Rep: Kabul Astuti/ Red: Bilal Ramadhan
Menteri Sosial (Mensos) Khofifah Indar Parawansa
Foto: Republika/Rakhmawaty La'lang
Menteri Sosial (Mensos) Khofifah Indar Parawansa

REPUBLIKA.CO.ID, JAKARTA -- Jagad maya beberapa hari terakhir dihebohkan video pernikahan seorang nenek berusia 71 tahun, Rohaya, dengan anak berusia 16 tahun, Selamat Riyadi. Video tersebut menjadi viral dan tersebar berantai melalui berbagai jejaring media sosial dan aplikasi percakapan.

Menteri Sosial Khofifah Indar Parawansa menyesalkan pernikahan di bawah umur yang terjadi di Kecamatan Lengkiti, Kabupaten Ogan Komering Ulu (OKU), Provinsi Sumatera Selatan tersebut. Menurutnya, pernikahan tersebut berlangsung di bawah tangan.

"Setelah dicek oleh tim dari Kementerian Sosial ternyata mereka menikah di bawah tangan sehingga dipastikan tidak memiliki buku nikah. Sesuai dengan perkiraan awal saya, karena kalau menikah melalui Kantor Urusan Agama (KUA) jelas tidak mungkin karena mempelai prianya masih di bawah umur," kata Khofifah di Jakarta, lewat siaran pers Rabu (5/7).
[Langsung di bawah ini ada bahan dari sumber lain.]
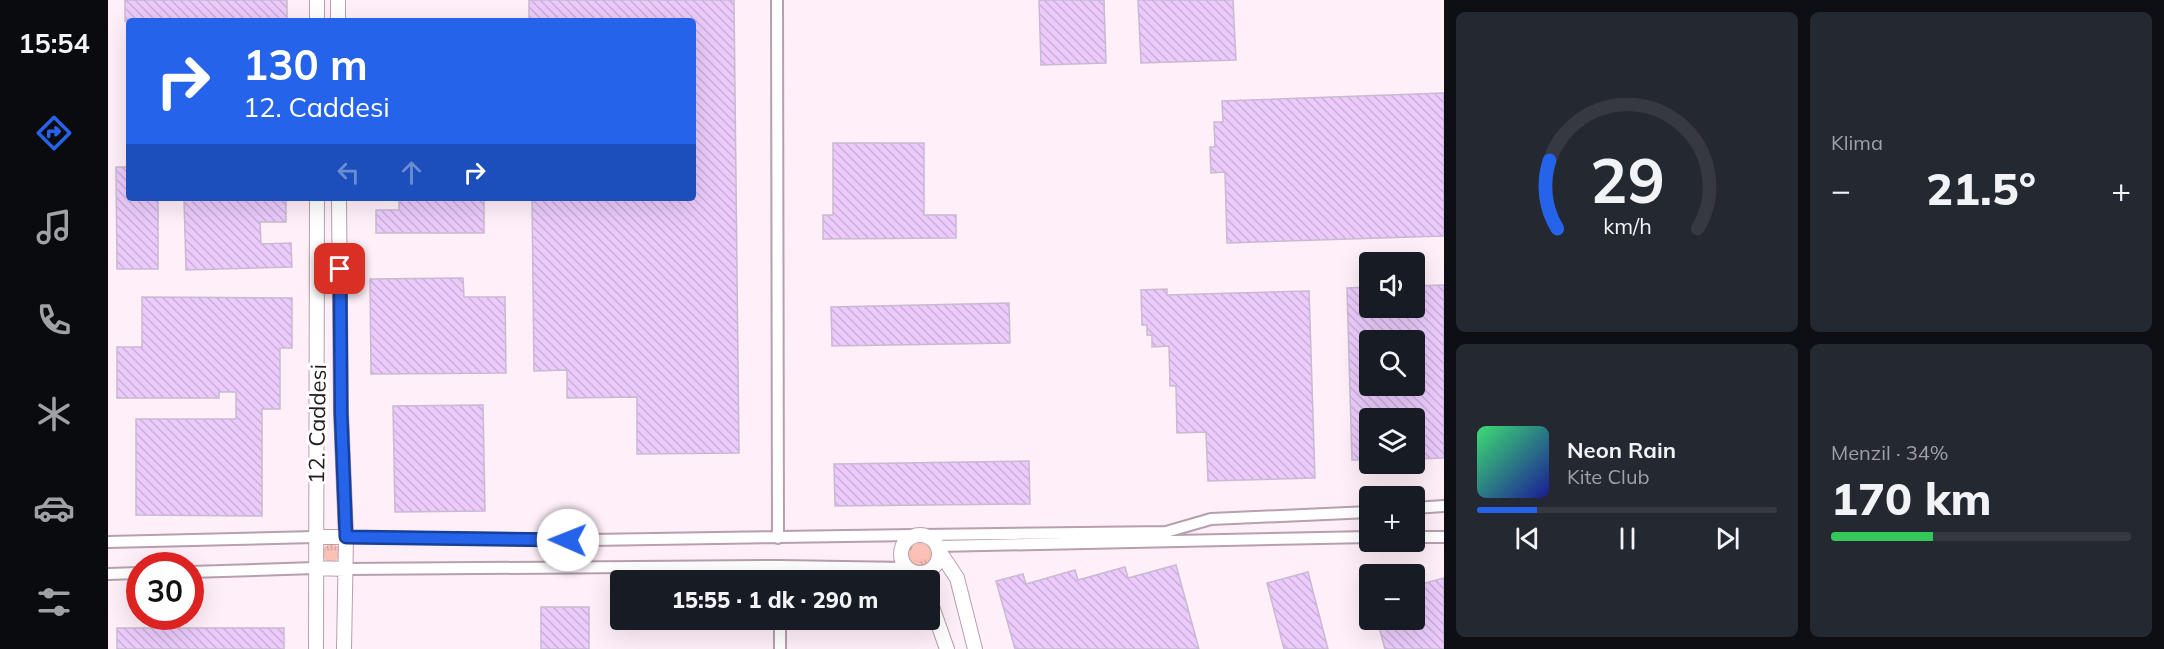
<!DOCTYPE html>
<html lang="tr">
<meta charset="utf-8">
<style>
:root{--surface:#171b24;--page:#242831;--text:#f1f3f6;--muted:#9ea1a6;--line:#363941;--accent:#2563eb}
body{margin:0;font-family:Mulish,sans-serif;background:var(--page);color:var(--text);height:100vh;display:flex;flex-direction:column;font-size:22px;white-space:nowrap}
*{box-sizing:border-box;margin:0}
p{font-size:20px;color:var(--muted)}
.icon{flex:none;width:33px;height:33px;fill:none;stroke:currentColor;stroke-width:2;stroke-linecap:round;stroke-linejoin:round}
.map{position:relative;flex:1;overflow:hidden}
.sheet{display:flex;flex-direction:column;gap:12px;padding:12px;background:#0d0f14;width:720px}
.sheet>*{flex:none}
.top-card{position:absolute;left:18px;top:18px;width:570px;height:183px;border-radius:6px;box-shadow:0 6px 24px #0002;background:#2563eb;color:#fff;overflow:hidden}
.buttons{position:absolute;left:1251px;top:252px;display:grid;gap:12px}
.buttons a{display:grid;place-items:center;width:66px;height:66px;border-radius:6px;background:var(--surface);box-shadow:0 6px 24px #0002;font-size:30px}
.speed{position:absolute;left:18px;top:552px;display:flex;gap:12px;font-size:30px;font-weight:700;text-align:center}
.speed>*{display:grid;place-content:center;width:78px;height:78px;border-radius:50%;background:var(--surface);box-shadow:0 6px 24px #0002;line-height:1}
.speed .limit{border:9px solid #d22;background:#fff;color:#111}
.pin{position:absolute;display:grid;place-items:center;width:51px;height:51px;color:#fff;margin:-26px;border-radius:12px;box-shadow:0 3px 9px #0006}
.me{position:absolute;width:66px;margin:-33px;rotate:271deg;stroke-linejoin:round;filter:drop-shadow(0 0 4px #0008)}
.turn{display:flex;align-items:center;gap:21px;height:126px;padding:0 18px;font-size:27px}
.turn .icon{width:78px;height:78px;stroke-width:2.5}
.turn b{display:block;font-size:42px;line-height:51px}
.lanes{display:flex;align-items:center;height:57px;padding:0 18px;background:#0003;justify-content:center;gap:30px;direction:ltr}
.lanes .off{opacity:.35}
.big{font-size:45px;font-weight:800;line-height:1.1}
.sheet .tile{flex:1;display:flex;flex-direction:column;justify-content:center;gap:9px;min-width:0;padding:0 21px;border-radius:9px;background:var(--page)}
.sheet .dial{align-items:center;gap:0}
.dial svg{height:156px;overflow:visible;fill:none;stroke:var(--line);stroke-width:7;stroke-linecap:round;text-anchor:middle}
.dial text{fill:var(--text);stroke:none}
.song{display:flex;align-items:center;gap:18px}
.cover{width:72px;height:72px;border-radius:9px;background:linear-gradient(135deg,hsl(140 70% 55%),hsl(240 70% 35%))}
.played{height:6px;border-radius:3px;background:linear-gradient(90deg,var(--accent) 20%,var(--line) 20%)}
.keys{display:flex;justify-content:space-around;direction:ltr}
.heat{display:flex;justify-content:space-between;align-items:center;font-size:33px;direction:ltr}
.charge{height:9px;border-radius:4px;background:linear-gradient(90deg,#34c759 34%,var(--line) 0)}
.sheet .tiles{flex:1;display:grid;gap:12px;grid-template-columns:repeat(2,1fr)}
.trip{position:absolute;left:502px;top:570px;width:330px;height:60px;border-radius:6px;background:var(--surface);box-shadow:0 6px 24px #0002;font-weight:800;line-height:60px;text-align:center}
main{display:flex;flex:1;min-height:0}
.dock{display:flex;flex-direction:column;width:108px;justify-content:space-around;align-items:center;background:#090b0e;color:var(--muted)}
.dock .icon{width:42px;height:42px}
.dock .active{color:var(--accent)}
.dock b{font-size:27px;color:var(--text)}
.map>svg:first-child{display:block}
</style>
<main>
<nav class="dock">
<b>15:54</b>
<svg class="icon active" aria-label="directions" viewBox="0 0 24 24"><path d="M12 3l9 9-9 9-9-9zM9 14v-3h6M13 9l2 2-2 2"/></svg>
<svg class="icon" aria-label="music" viewBox="0 0 24 24"><path d="M9 18V5l10-2v13"/><circle cx="6" cy="18" r="3"/><circle cx="16" cy="16" r="3"/></svg>
<svg class="icon" aria-label="phone" viewBox="0 0 24 24"><path d="M5 4h4l2 5-3 2q2 4 5 5l2-3 5 2v4C11 20 4 13 5 4z"/></svg>
<svg class="icon" aria-label="climate" viewBox="0 0 24 24"><path d="M12 3v18M4 7l16 10M4 17L20 7"/></svg>
<svg class="icon" aria-label="car" viewBox="0 0 24 24"><path d="M5 17H2v-5l4-1 3-4h7l3 4 3 1v5h-3M9 17h6M6 11h13"/><circle cx="7" cy="17" r="2"/><circle cx="17" cy="17" r="2"/></svg>
<svg class="icon" aria-label="filters" viewBox="0 0 24 24"><path d="M4 7h16M4 17h16"/><circle cx="9" cy="7" r="2"/><circle cx="15" cy="17" r="2"/></svg>
</nav>
<div class="map">
<svg width="1336" height="649" viewBox="0 0 1336 649">
<defs>
<pattern id="grass-tufts" width="24" height="20" patternUnits="userSpaceOnUse" patternTransform="scale(1.5)"><rect width="24" height="20" fill="#fbc1b7"/><path d="M3 7l-1-3M5 7V3M7 7l1-3M15 17l-1-3M17 17v-4M19 17l1-3" fill="none" stroke="#d7a59d"/></pattern>
<pattern id="building-back-hatch" width="6" height="6" patternUnits="userSpaceOnUse" patternTransform="scale(1.5)"><rect width="6" height="6" fill="#eccbfc"/><path d="M-1 5l2 2M0 0l6 6M5-1l2 2" fill="none" stroke="#caaed8"/></pattern>
</defs>
<rect width="100%" height="100%" fill="#ffeff9"/>
<path fill="url(#grass-tufts)" d="M800 555a12 12 0 1 1 24 0a12 12 0 1 1-24 0Z
M214 553a9 9 0 1 1 18 0a9 9 0 1 1-18 0Z"/>
<path fill="url(#building-back-hatch)" stroke="#c8bad0" stroke-width="1.5" fill-rule="evenodd" d="M17,0h162v21h-162z
M421,0h205l5,453 -102,1v-57l-70,1v-28l-33,1 -2,-173h161v-177h-164z
M931,0h65l2,63 -65,2z
M1030,0h95l3,60 -95,3z
M1336,93v143l-217,7 -2,-71 -14,1 -1,-26h5l-1,-25h9l-1,-21z
M725,143h91v72h32v23l-133,1v-24h10z
M8,167h13v31h29v71h-41z
M76,198h102v24h-26l1,22 30,-1 1,24 -106,3z
M291,198h85v35h-108v-23h23z
M355,278l1,19h41l1,76 -135,1 -1,-95z
M1336,285v173l-30,1v-41h-44v42h-18l-5,-172 23,-1v21h44v-22zM1262,340h44v46h-44z
M1059,289v6l142,-4 6,187 -107,3 -2,-49 -29,1 -1,-47h-6l-1,-40 -17,1v-12h-5v-10h-5l-1,-35z
M34,297l150,1v50h-12v61h-18v107l-126,-1v-96h100v-27h-17v6h-102v-51h25z
M901,303l1,40 -178,3 -1,-39z
M375,405l2,106 -90,1 -2,-106z
M921,461l1,43 -195,2 -1,-42z
M1068,565l23,84h-184l-19,-68 27,-7 3,10 49,-14 3,10 47,-13 3,11z
M1200,572l20,77h-44l-17,-66z
M1336,578v71h-59l-8,-29h37v-34z
M433,607h48v42h-48z
M9,628h167v21h-167z"/>
<g fill="none" stroke-linecap="round" stroke-linejoin="round">
<defs>
<path id="minor" d="M669,0l1,538
M1306,508l30,-2
M812,535l246,-3 45,-13 159,-7
M238,537l244,3 324,-5
M1306,537h30
M0,542l207,-5
M830,546l432,-9
M671,566v14
M238,569l433,-3 128,2
M82,572l125,-4
M0,574l32,-1
M672,620v29"/>
<path id="tertiary" d="M209,0v21
M230,0v21
M231,198l2,214 5,125 -2,112
M793 554a19 19 0 1 1 38 0a19 19 0 1 1-38 0Z
M207,537h31
M831,551l18,27 18,71
M207,568l31,1
M822,601l17,48
M208,649l1,-451"/>
</defs>
<use href="#minor" stroke="#b79fae" stroke-width="14"/>
<use href="#tertiary" stroke="#b79fae" stroke-width="16"/>
<use href="#minor" stroke="#fff" stroke-width="10"/>
<use href="#tertiary" stroke="#fff" stroke-width="14"/>
</g>
<g fill="none" stroke-linecap="round" stroke-linejoin="round">
<defs>
<path id="route" d="M232,269l1,143 5,125 222,3"/>
</defs>
<use href="#route" stroke="#184099" stroke-width="15"/>
<use href="#route" stroke="#2563eb" stroke-width="10"/>
</g>
<g text-anchor="middle" stroke-width="6" stroke-linejoin="round" paint-order="stroke">
<g font-size="22" fill="#251c22" stroke="#fff">
<text transform="translate(209 424) rotate(-89)" y="8">12. Caddesi</text>
</g>
</g>
</svg>
<div class="buttons">
<a><svg class="icon" aria-label="sound" viewBox="0 0 24 24"><path d="M4 9h4l5-4v14l-5-4H4zM17 9q2 3 0 6"/></svg></a>
<a><svg class="icon" aria-label="search" viewBox="0 0 24 24"><circle cx="10" cy="10" r="6"/><path d="M15 15l6 6"/></svg></a>
<a><svg class="icon" aria-label="layers" viewBox="0 0 24 24"><path d="M12 4l9 5-9 5-9-5zM3 14l9 5 9-5"/></svg></a>
<a>+</a>
<a>−</a>
</div>
<div class="speed"><div class="limit">30</div></div>
<div class="pin" style="left:232px;top:269px;background:#d93025"><svg class="icon" aria-label="arrive" viewBox="0 0 24 24"><path d="M6 21V4h12l-3 4 3 4H6"/></svg></div>
<svg class="me" style="left:460px;top:540px" viewBox="-20 -20 40 40"><circle r="19" fill="#fff"/><path d="M0-13L10 11 0 6-10 11z" fill="#2563eb"/></svg>
<div class="trip">15:55 · 1 dk · 290 m</div>
<div class="top-card">
<div class="turn"><svg class="icon" aria-label="right" viewBox="0 0 24 24"><path d="M7 20v-9h11M14 6l5 5-5 5"/></svg><div><b>130 m</b>12. Caddesi</div></div>
<div class="lanes"><svg class="icon off" aria-label="left" viewBox="0 0 24 24"><path d="M17 20v-9H6M10 6l-5 5 5 5"/></svg><svg class="icon off" aria-label="ahead" viewBox="0 0 24 24"><path d="M12 20V5M6 11l6-6 6 6"/></svg><svg class="icon" aria-label="right" viewBox="0 0 24 24"><path d="M7 20v-9h11M14 6l5 5-5 5"/></svg></div>
</div>
</div>
<section class="sheet">
<div class="tiles">
<div class="tile dial"><svg viewBox="0 0 100 80">
<path d="M14 69A42 42 0 1 1 86 69"/>
<path d="M14 69A42 42 0 0 1 10 34" stroke="#2563eb"/>
<text x="50" y="56" font-size="32" font-weight="700">29</text>
<text x="50" y="72" font-size="11">km/h</text>
</svg></div>
<div class="tile"><p>Klima</p>
<div class="heat"><a>−</a><b class="big">21.5°</b><a>+</a></div>
</div>
<div class="tile">
<div class="song"><i class="cover"></i><div><b>Neon Rain</b><p>Kite Club</p></div></div>
<div class="played"></div>
<div class="keys"><svg class="icon" aria-label="previous" viewBox="0 0 24 24"><path d="M18 5L8 12l10 7zM5 5v14"/></svg><svg class="icon" aria-label="pause" viewBox="0 0 24 24"><path d="M8 5v14M16 5v14"/></svg><svg class="icon" aria-label="next" viewBox="0 0 24 24"><path d="M6 5l10 7-10 7zM19 5v14"/></svg></div>
</div>
<div class="tile"><p>Menzil · 34%</p><b class="big">170 km</b><div class="charge"></div></div>
</div>
</section>
</main>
Khofifah mengatakan, Satuan Bakti Pekerja Sosial (Sakti Peksos) kabupaten setempat langsung mendatangi kediaman Selamat dan Rohaya guna mengecek kebenaran informasi tentang pernikahan keduanya.

Dalam surat pernyataan yang dibuat keduanya disebutkan bahwa mereka melangsungkan pernikahan di Desa Karang Endah secara siri. Adapun, yang menikahkan atau menjadi wali Rohaya bernama Ibnu Hajar dengan dua orang saksi masing-masing bernama Komarudin dan Charles.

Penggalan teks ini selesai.